The Weepies – Hideaway

Nettwerk Productions

I hadn’t been driving for long. Freshly sixteen, I’d revel in my newfound mobility with jaunts just about anywhere. That particular day in 2008, I was on the move, hoping to stock my CD shelves with goods from CD Warehouse, a nook in my neighborhood’s strip center. Part of me felt shame determining a purchase based on album art, but the other part of me fell in love with the delicately drawn beluga whale on the cover of The Weepies’ Hideaway. I grabbed the plastic square and slapped it onto the counter. In the container of my car, the songs felt like lullabies, gently melancholy like the stars and the sea on the cover.

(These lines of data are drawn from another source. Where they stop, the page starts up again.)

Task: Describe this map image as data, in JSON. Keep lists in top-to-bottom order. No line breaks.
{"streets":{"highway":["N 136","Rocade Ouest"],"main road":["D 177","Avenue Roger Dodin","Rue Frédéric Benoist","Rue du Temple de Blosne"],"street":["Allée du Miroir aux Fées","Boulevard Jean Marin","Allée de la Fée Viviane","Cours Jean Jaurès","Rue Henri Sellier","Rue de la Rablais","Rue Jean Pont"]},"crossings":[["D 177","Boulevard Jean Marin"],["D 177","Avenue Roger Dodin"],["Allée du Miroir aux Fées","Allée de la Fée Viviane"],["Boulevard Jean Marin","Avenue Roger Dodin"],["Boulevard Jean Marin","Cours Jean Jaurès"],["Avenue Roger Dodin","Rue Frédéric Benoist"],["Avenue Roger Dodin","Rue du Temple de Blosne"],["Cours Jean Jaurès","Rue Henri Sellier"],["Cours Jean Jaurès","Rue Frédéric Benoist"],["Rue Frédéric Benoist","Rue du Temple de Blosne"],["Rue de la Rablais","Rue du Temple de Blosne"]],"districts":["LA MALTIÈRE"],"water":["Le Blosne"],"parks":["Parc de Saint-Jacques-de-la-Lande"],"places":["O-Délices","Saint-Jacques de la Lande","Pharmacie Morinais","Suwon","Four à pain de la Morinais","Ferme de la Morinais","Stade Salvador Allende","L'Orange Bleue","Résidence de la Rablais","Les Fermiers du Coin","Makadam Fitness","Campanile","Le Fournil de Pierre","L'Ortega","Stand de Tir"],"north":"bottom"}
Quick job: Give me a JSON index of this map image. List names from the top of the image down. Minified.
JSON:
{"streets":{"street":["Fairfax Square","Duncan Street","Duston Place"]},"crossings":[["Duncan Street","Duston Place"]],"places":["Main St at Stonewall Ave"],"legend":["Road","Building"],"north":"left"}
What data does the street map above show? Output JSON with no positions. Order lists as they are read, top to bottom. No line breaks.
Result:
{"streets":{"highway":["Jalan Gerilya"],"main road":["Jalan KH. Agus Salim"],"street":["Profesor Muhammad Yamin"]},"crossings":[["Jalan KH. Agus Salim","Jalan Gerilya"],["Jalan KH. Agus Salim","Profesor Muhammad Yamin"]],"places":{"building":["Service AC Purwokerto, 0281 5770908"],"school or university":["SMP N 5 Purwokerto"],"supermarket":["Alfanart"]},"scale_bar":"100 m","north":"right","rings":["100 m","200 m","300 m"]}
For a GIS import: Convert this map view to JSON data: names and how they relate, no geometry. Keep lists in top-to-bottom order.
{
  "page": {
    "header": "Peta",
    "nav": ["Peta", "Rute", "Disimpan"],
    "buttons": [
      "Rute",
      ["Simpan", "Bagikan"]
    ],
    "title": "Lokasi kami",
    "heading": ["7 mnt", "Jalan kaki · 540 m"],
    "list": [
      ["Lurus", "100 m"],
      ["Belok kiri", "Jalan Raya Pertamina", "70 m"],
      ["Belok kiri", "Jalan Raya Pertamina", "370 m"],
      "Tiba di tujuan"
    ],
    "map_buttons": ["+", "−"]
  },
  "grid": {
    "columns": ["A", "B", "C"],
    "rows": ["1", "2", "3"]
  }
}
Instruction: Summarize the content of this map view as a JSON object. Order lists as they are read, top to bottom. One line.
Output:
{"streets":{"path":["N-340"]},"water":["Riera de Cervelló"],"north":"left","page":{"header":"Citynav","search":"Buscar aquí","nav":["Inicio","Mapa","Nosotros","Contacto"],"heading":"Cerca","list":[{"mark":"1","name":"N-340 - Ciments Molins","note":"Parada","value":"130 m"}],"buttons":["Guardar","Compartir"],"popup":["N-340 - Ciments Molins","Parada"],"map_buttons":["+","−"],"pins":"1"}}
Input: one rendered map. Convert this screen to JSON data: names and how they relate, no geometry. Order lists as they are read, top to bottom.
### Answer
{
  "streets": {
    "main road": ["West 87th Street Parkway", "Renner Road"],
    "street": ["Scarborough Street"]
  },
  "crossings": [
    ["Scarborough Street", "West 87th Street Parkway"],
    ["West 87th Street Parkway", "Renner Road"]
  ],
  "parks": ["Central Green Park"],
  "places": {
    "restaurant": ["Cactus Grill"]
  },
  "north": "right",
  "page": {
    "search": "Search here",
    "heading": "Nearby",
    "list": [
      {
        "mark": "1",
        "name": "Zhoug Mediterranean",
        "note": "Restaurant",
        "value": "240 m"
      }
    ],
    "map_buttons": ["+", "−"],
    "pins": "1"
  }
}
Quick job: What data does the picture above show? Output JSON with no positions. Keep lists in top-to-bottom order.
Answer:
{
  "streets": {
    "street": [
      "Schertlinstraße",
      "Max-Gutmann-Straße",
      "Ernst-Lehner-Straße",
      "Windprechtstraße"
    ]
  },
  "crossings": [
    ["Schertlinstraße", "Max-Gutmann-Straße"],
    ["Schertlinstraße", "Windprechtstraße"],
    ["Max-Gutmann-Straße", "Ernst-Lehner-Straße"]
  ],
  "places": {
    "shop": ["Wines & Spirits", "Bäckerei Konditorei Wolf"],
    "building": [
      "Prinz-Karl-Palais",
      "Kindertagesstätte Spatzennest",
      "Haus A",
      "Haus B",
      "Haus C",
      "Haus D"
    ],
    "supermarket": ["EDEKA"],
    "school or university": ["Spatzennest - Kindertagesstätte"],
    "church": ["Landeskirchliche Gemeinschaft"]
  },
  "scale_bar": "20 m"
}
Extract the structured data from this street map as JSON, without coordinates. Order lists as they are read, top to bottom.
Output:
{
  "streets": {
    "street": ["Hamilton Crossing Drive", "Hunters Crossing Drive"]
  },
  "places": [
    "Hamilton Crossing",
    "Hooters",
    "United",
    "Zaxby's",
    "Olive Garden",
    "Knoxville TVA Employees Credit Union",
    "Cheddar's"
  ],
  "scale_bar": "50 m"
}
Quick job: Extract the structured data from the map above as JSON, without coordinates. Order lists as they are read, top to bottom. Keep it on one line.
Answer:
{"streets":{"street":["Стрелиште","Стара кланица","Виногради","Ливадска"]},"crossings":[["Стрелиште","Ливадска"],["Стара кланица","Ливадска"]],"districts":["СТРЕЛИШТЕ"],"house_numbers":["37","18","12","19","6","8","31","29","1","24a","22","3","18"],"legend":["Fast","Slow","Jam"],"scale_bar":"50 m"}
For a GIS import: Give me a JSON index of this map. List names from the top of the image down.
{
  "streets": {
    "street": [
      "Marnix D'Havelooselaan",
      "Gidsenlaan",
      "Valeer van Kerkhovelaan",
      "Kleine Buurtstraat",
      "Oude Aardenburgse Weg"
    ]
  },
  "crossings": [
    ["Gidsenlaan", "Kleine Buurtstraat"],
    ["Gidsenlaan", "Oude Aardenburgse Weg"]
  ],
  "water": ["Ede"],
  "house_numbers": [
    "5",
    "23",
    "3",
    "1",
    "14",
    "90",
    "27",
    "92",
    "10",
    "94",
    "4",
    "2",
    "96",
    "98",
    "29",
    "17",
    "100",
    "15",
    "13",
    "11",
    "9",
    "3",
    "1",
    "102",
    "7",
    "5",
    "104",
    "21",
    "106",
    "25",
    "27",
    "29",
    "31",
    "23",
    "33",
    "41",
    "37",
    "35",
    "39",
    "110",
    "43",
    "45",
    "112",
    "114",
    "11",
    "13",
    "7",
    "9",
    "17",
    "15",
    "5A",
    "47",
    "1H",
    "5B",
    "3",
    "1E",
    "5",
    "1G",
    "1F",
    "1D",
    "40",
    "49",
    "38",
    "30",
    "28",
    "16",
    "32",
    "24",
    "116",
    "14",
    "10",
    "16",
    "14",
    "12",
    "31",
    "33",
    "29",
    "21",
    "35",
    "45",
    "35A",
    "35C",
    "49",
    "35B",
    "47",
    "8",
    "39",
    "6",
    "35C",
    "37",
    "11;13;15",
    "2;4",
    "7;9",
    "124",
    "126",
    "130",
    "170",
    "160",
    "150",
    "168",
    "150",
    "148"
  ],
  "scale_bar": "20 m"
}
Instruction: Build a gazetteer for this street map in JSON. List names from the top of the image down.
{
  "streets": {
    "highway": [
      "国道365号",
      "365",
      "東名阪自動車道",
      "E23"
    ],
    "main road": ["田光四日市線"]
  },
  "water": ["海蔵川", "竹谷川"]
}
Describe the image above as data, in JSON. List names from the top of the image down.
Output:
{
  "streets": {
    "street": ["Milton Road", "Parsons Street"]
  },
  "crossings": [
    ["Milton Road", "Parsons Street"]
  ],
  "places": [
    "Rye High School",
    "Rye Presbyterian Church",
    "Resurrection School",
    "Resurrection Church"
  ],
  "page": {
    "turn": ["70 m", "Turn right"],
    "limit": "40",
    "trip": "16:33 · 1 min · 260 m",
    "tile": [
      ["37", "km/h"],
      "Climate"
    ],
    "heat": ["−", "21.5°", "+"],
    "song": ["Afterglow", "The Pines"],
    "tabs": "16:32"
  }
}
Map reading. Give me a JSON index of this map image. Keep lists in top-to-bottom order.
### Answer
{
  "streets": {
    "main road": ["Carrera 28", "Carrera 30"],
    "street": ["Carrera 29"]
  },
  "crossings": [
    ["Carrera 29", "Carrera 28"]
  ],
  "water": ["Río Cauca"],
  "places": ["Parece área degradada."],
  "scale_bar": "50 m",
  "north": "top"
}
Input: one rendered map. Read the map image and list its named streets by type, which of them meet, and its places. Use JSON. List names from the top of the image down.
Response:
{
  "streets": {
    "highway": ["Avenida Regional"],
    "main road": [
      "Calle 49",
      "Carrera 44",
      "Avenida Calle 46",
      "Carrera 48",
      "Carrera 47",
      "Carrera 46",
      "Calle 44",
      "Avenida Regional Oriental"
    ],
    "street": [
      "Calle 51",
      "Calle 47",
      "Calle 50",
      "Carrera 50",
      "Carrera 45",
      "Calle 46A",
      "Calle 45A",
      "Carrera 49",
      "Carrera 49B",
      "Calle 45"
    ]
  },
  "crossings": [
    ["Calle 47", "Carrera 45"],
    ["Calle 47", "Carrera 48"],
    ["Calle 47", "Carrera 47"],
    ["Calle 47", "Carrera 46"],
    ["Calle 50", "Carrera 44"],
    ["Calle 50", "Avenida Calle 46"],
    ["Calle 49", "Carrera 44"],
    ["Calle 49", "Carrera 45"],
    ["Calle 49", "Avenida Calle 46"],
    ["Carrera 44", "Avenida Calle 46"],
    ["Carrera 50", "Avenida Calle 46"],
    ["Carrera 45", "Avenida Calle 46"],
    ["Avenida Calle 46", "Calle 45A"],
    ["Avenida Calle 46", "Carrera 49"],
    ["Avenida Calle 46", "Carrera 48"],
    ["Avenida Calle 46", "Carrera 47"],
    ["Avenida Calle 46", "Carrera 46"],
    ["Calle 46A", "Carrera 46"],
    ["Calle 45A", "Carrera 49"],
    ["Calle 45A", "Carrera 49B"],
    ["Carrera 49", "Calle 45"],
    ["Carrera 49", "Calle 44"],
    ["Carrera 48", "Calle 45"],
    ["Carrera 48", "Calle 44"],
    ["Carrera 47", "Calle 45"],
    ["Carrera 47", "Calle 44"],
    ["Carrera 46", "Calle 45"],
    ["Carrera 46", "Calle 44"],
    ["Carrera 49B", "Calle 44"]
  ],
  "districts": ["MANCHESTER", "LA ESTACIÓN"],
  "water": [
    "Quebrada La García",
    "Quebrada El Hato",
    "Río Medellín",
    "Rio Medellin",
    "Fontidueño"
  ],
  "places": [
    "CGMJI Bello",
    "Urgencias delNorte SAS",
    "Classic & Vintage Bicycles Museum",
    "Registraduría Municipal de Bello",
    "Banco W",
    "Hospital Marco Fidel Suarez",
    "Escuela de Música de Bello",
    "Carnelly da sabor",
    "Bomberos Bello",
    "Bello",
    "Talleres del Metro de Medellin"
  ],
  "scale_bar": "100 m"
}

This album has never quite let me out of its orbit. The opening track, “Can’t Go Back Now,” is one of my playlist mainstays. The folky duo’s silky harmonies sail over soft, sparkling guitars and keys: “If you ever turn around, you’ll see me.” It’s an ode to a deep blue road that I still find myself driving, almost twenty years later.

– Katie Hayes


Lorde – Melodrama

Universal Music

I was first introduced to Lorde in 2013 when my college roommate played “Royals” for me through the tinny speaker of her iPhone 4. We would play the album on loop as the semesters flew by, cementing Lorde as one of the defining artists of my undergrad career. Fast-forward to 2017, and I’m heading into my second year of graduate school. This time, Lorde had freshly released her sophomore album, Melodrama, and my best friend and I loved to listen to “Liability” as we agonized over papers, research, and recital prep. The album artwork is one of my favorites: a moody, intimate painting of Lorde by Sam McKinniss. His treatment of light through the use of rich blue tones and contrasting coral accents is mesmerizing. The portrait is timeless, capturing both elegance and raw vulnerability through angular brushstrokes and saturated hues. I’ll always love it. Nostalgia lives on in every track, reminding me of evenings spent blasting this album with the windows down, breathing in the salted Gulf air, and screaming about the “fuckin’ melodrama” until our voices were nearly as raspy as Lorde’s. 

– Britta Joseph


The Avalanches – We Will Always Love You

Astralwerks Records

The Avalanches entered the cultural zeitgeist with their 2000 album, Since I Left You, and re-entered it again with their long-awaited 2016 follow-up, Wildflower. Both albums are beloved for good reason, but to me, nothing compares to the magnum opus that is We Will Always Love You. In some ways, this is a concept record, following the love story between Carl Sagan and Ann Druyan, the director of the Voyager Golden Record project, whose goal was to cement the existence of human life into the universe by placing two golden records upon the Voyager spacecrafts in 1977. Her face is on the cover, and the thesis of her project serves as a throughline of the album’s heart and soul.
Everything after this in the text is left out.